Yield ($Y$) is defined as:

$$ Y = \frac{\text{Number of good dies}}{\text{Total dies on wafer}} $$

The mathematical challenge involves relating yield to:

• Defect density ($D$)
• Die area ($A$)
• Defect clustering behavior ($\alpha$)
• Process variations ($\sigma$)

3. The Poisson Model (Baseline)

The simplest model assumes defects are randomly and uniformly distributed across the wafer.

3.1 Basic Equation

$$ Y = e^{-AD} $$

Where:

• $A$ = die area (cm²)
• $D$ = average defect density (defects/cm²)

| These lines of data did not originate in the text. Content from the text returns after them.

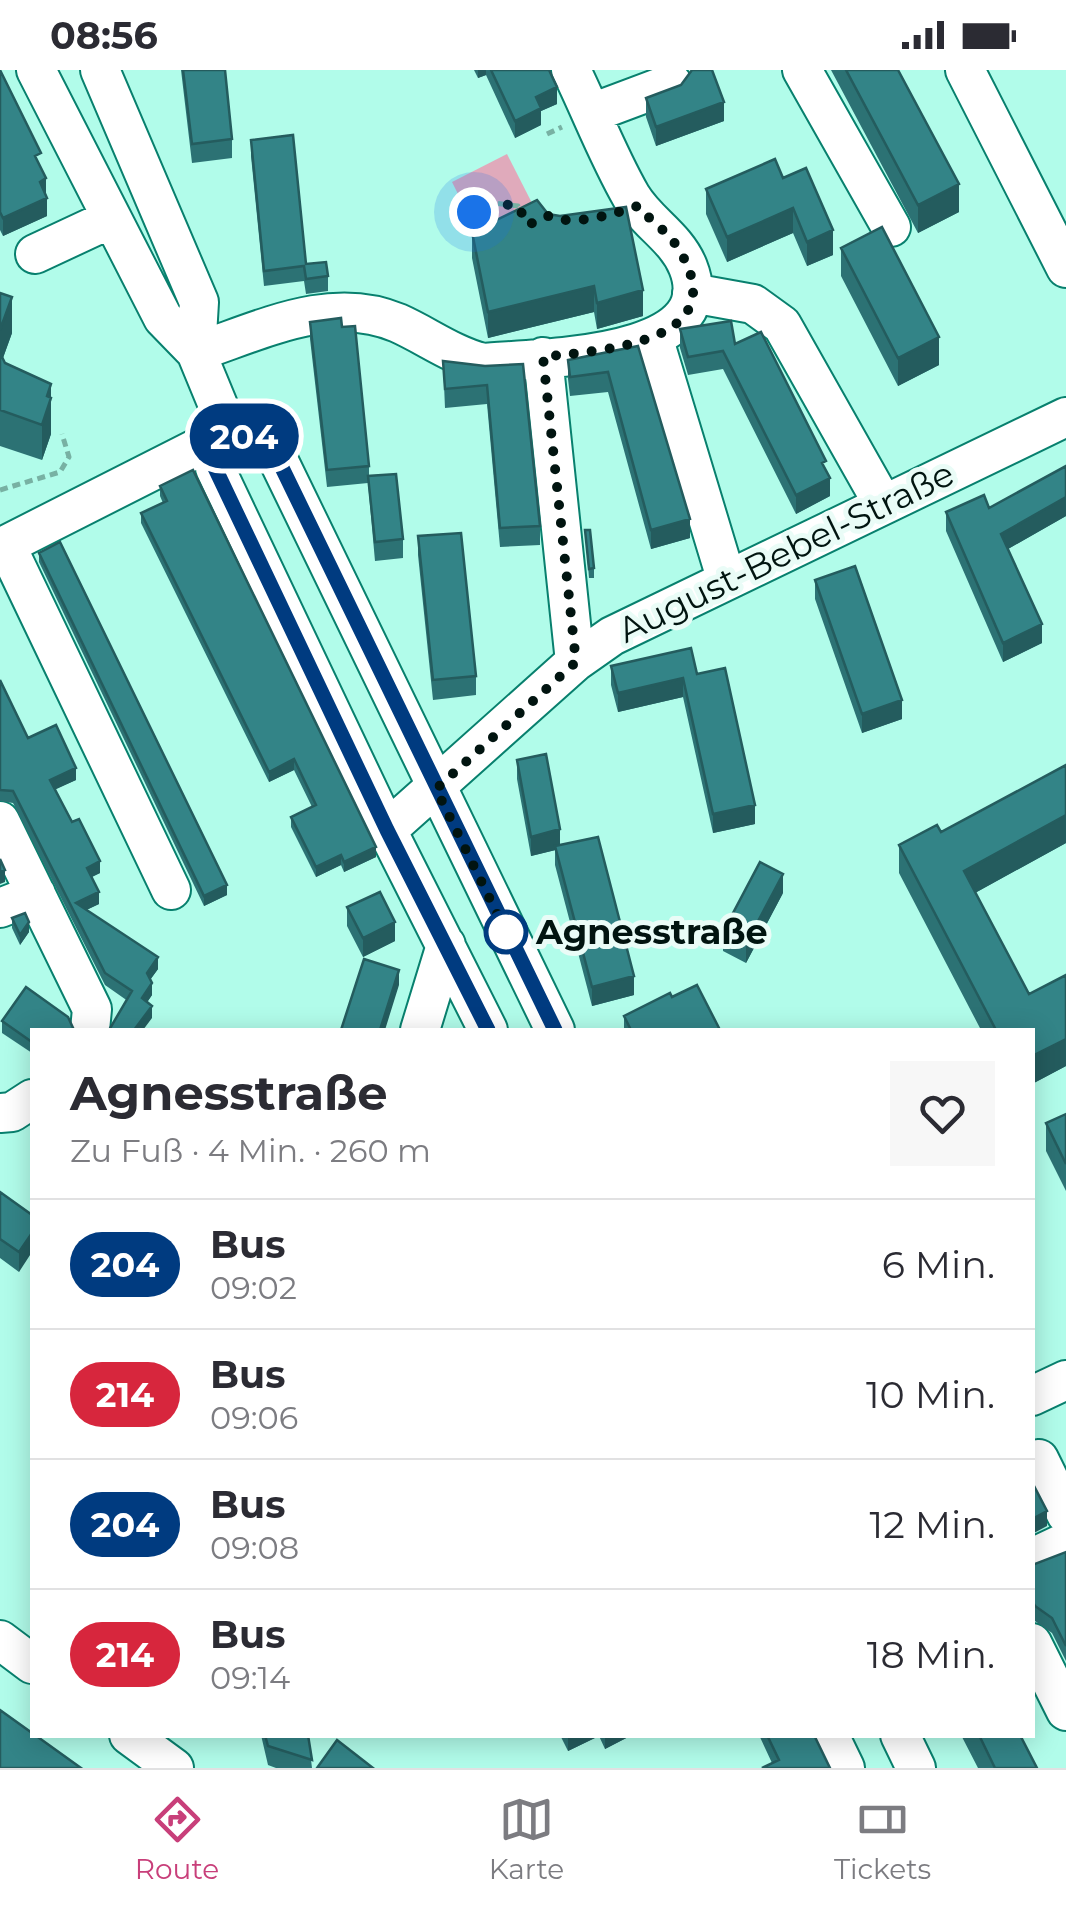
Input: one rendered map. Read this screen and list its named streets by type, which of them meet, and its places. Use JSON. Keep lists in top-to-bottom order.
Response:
{
  "streets": {
    "street": ["August-Bebel-Straße"]
  },
  "places": ["Agnesstraße"],
  "lines": ["bus line 204"],
  "page": {
    "status": "08:56",
    "on_map": "204",
    "heading": ["Agnesstraße", "Zu Fuß · 4 Min. · 260 m"],
    "list": [
      {
        "mark": "204",
        "name": "Bus",
        "note": "09:02",
        "value": "6 Min."
      },
      {
        "mark": "214",
        "name": "Bus",
        "note": "09:06",
        "value": "10 Min."
      },
      {
        "mark": "204",
        "name": "Bus",
        "note": "09:08",
        "value": "12 Min."
      },
      {
        "mark": "214",
        "name": "Bus",
        "note": "09:14",
        "value": "18 Min."
      }
    ],
    "tabs": ["Route", "Karte", "Tickets"]
  }
}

3.2 Mathematical Derivation

If defects follow a Poisson distribution with mean $\lambda = AD$, the probability of zero defects (functional die) is:

$$ P(X = 0) = \frac{e^{-\lambda} \lambda^0}{0!} = e^{-AD} $$

3.3 Limitations

• Problem: This model consistently underestimates real yields
• Reason: Actual defects cluster—they don't distribute uniformly
• Result: Some wafer regions have high defect density while others are nearly defect-free

4. Defect Clustering Models

Real defects cluster due to:

• Particle contamination patterns
• Equipment-related issues
• Process variations across the wafer
• Lithography and etch non-uniformities

4.1 Murphy's Model (1964)

Assumes defect density is uniformly distributed between $0$ and $2D_0$:

$$ Y = \frac{1 - e^{-2AD_0}}{2AD_0} $$

For large $AD_0$, this approximates to:

$$ Y \approx \frac{1}{2AD_0} $$

4.2 Seeds' Model

Assumes exponential distribution of defect density:

$$ Y = e^{-\sqrt{AD}} $$

4.3 Negative Binomial Model (Industry Standard)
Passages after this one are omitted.